I realised that one cannot be 7 months pregnant and have two jobs at the same time.

Last night, I dozed off while putting Giann to sleep. I actually slept before him! I missed all of my classes. :( I feel terribly bad about it. But I was so tired, and I am a mother more than anything else so I need to attend to Giann first. Commuting to Makati/Manila is something I'm not used to do anymore. So each and every time is super duper tiring for me. I find myself falling asleep while in transit, that even if I get ample sleep the night before!

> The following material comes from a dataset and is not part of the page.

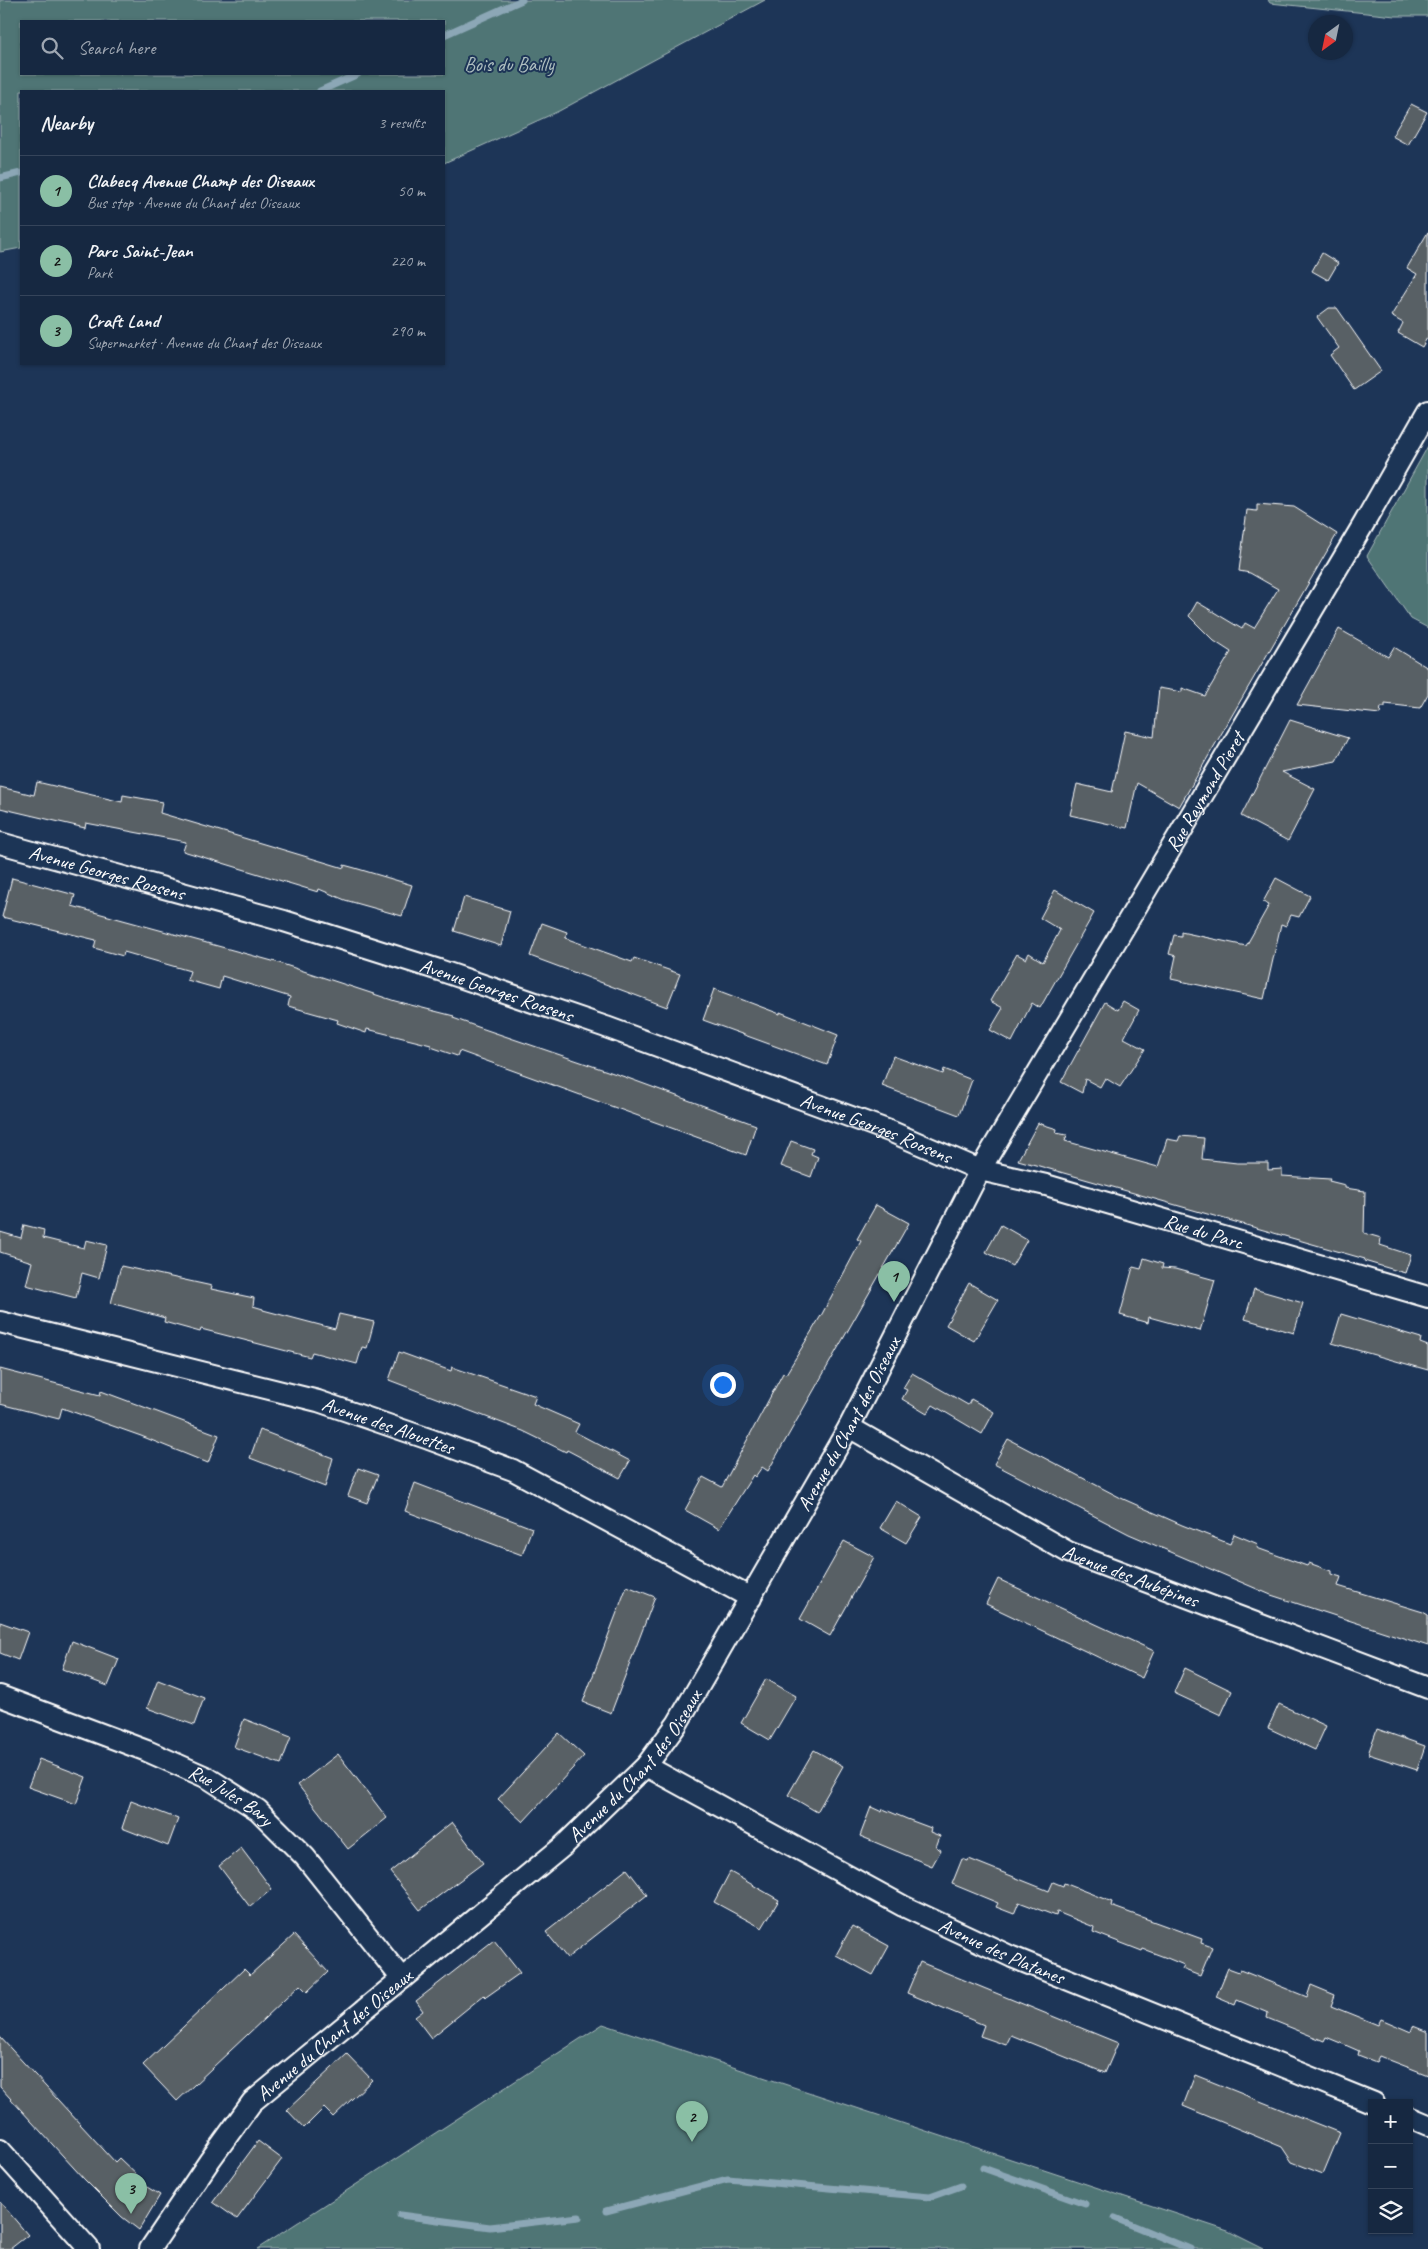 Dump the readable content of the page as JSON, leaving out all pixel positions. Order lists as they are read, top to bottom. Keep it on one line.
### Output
{"streets":{"street":["Rue Raymond Pieret","Avenue Georges Roosens","Rue du Parc","Avenue du Chant des Oiseaux","Avenue des Alouettes","Avenue des Aubépines","Rue Jules Bary","Avenue des Platanes"]},"crossings":[["Rue Raymond Pieret","Avenue Georges Roosens"],["Rue Raymond Pieret","Rue du Parc"],["Rue Raymond Pieret","Avenue du Chant des Oiseaux"],["Avenue Georges Roosens","Rue du Parc"],["Avenue Georges Roosens","Avenue du Chant des Oiseaux"],["Rue du Parc","Avenue du Chant des Oiseaux"],["Avenue du Chant des Oiseaux","Avenue des Alouettes"],["Avenue du Chant des Oiseaux","Avenue des Aubépines"],["Avenue du Chant des Oiseaux","Rue Jules Bary"],["Avenue du Chant des Oiseaux","Avenue des Platanes"]],"parks":["Bois du Bailly"],"north":"bottom left","page":{"search":"Search here","heading":["Nearby","3 results"],"list":[{"mark":"1","name":"Clabecq Avenue Champ des Oiseaux","note":"Bus stop · Avenue du Chant des Oiseaux","value":"50 m"},{"mark":"2","name":"Parc Saint-Jean","note":"Park","value":"220 m"},{"mark":"3","name":"Craft Land","note":"Supermarket · Avenue du Chant des Oiseaux","value":"290 m"}],"pins":["1","2","3"],"map_buttons":["+","−"]}}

So today I'm going to ask the Korean manager if she can change my schedule or if I can take a leave for a month. I really don't want to leave teaching. I am very much enjoying it. It is something I've been wanting to do since I was a little girl. And it makes me all warm inside every time my students call me "Teacher" and when they heed my advice (even if they're like decades older than me!) You know I've always believed there's something very noble about teaching. But I've never felt what it's like until I started teaching. The feeling of accomplishment it gives me is not the same as when I finished an important event for a company. The latter is nothing compared to hearing the enthusiasm on my students' voice each and every time we have class. I love teaching, no doubt about that. It's in my blood. But it's wearing me out. And taking so much of my precious time with Giann. It shouldn't be the case if I'm not back working for The Firm. But I am so I need to make a few adjustments. Keeping two jobs isn't working well for me - not good for Giann-time and definitely not good for the little baby inside my tummy as well.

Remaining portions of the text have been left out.